The lines to copy are those in the listing that hold the word "الكفرة".
────────
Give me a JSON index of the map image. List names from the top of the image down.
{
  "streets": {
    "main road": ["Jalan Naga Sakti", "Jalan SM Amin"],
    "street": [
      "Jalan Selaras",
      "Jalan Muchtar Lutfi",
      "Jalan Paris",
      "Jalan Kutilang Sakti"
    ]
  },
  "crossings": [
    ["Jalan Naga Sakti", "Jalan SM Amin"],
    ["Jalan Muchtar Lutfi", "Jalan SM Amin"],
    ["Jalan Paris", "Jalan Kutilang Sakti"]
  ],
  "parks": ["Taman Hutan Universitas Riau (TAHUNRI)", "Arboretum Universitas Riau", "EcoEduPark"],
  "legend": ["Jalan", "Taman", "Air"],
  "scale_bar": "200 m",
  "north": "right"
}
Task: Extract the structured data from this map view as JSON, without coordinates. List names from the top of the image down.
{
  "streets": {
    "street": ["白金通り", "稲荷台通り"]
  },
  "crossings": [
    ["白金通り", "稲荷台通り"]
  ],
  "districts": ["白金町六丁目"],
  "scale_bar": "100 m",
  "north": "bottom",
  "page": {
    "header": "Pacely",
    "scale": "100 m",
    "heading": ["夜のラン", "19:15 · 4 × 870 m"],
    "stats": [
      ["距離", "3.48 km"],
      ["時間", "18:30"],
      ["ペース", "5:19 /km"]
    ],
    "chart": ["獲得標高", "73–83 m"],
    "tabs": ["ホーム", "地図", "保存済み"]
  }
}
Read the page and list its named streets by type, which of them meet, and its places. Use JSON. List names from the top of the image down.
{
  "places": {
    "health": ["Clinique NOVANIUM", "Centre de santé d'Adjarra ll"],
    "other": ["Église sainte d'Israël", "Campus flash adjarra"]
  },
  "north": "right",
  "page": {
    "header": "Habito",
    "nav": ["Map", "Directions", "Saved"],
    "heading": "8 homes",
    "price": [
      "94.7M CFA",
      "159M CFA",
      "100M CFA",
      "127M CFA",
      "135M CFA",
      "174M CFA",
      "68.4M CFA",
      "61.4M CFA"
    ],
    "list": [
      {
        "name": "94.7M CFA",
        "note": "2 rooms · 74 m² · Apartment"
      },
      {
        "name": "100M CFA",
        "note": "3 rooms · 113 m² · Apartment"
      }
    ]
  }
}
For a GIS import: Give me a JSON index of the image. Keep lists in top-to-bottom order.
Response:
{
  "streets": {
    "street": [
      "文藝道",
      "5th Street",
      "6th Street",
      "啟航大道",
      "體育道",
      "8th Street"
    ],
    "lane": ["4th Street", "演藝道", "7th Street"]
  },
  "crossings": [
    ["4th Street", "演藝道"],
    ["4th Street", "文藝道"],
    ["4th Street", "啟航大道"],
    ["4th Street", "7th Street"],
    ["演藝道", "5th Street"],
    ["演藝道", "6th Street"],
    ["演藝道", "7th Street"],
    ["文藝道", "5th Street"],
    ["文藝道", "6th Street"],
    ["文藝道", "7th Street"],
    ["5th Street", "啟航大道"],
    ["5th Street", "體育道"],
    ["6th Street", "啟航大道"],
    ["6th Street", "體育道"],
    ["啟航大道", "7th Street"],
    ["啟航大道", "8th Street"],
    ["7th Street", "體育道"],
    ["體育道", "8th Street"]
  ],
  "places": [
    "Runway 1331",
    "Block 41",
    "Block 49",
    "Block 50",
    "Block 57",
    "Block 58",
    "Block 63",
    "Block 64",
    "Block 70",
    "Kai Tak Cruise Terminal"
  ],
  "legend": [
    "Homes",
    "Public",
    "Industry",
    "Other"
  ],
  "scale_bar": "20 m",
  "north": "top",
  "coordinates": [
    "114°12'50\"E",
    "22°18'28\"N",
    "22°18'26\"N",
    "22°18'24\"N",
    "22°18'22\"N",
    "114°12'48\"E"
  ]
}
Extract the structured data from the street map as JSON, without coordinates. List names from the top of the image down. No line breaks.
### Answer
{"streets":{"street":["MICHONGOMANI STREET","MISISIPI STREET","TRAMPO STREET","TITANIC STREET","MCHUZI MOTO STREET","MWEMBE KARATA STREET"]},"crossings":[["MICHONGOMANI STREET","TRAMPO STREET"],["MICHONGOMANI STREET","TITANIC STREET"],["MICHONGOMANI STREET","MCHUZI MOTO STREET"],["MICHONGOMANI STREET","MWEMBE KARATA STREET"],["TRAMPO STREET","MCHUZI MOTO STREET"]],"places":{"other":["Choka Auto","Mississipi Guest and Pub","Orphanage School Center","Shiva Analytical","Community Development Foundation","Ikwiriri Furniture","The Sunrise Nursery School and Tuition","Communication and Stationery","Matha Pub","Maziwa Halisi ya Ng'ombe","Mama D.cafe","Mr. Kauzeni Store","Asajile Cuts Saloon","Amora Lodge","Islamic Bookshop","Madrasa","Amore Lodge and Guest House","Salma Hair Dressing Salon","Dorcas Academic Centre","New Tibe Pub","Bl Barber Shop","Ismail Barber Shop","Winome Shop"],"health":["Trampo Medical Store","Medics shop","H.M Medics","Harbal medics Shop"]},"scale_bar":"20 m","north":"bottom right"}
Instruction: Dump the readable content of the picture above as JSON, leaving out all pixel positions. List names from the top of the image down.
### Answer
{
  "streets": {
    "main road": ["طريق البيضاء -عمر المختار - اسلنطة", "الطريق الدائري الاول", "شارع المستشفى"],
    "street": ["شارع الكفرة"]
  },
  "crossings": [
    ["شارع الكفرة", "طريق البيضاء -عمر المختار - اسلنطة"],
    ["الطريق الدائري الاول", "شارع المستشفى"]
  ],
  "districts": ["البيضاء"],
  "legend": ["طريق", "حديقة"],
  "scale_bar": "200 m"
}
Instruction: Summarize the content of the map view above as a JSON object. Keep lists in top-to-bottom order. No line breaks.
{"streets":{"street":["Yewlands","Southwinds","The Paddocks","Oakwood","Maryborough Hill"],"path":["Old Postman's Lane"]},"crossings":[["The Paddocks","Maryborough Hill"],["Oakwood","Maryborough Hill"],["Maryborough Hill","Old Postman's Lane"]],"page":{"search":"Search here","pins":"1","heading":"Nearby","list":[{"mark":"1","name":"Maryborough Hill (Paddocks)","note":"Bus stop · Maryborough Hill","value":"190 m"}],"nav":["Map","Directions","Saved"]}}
────────
## Response area
    "street": ["شارع الكفرة"]
    ["شارع الكفرة", "طريق البيضاء -عمر المختار - اسلنطة"],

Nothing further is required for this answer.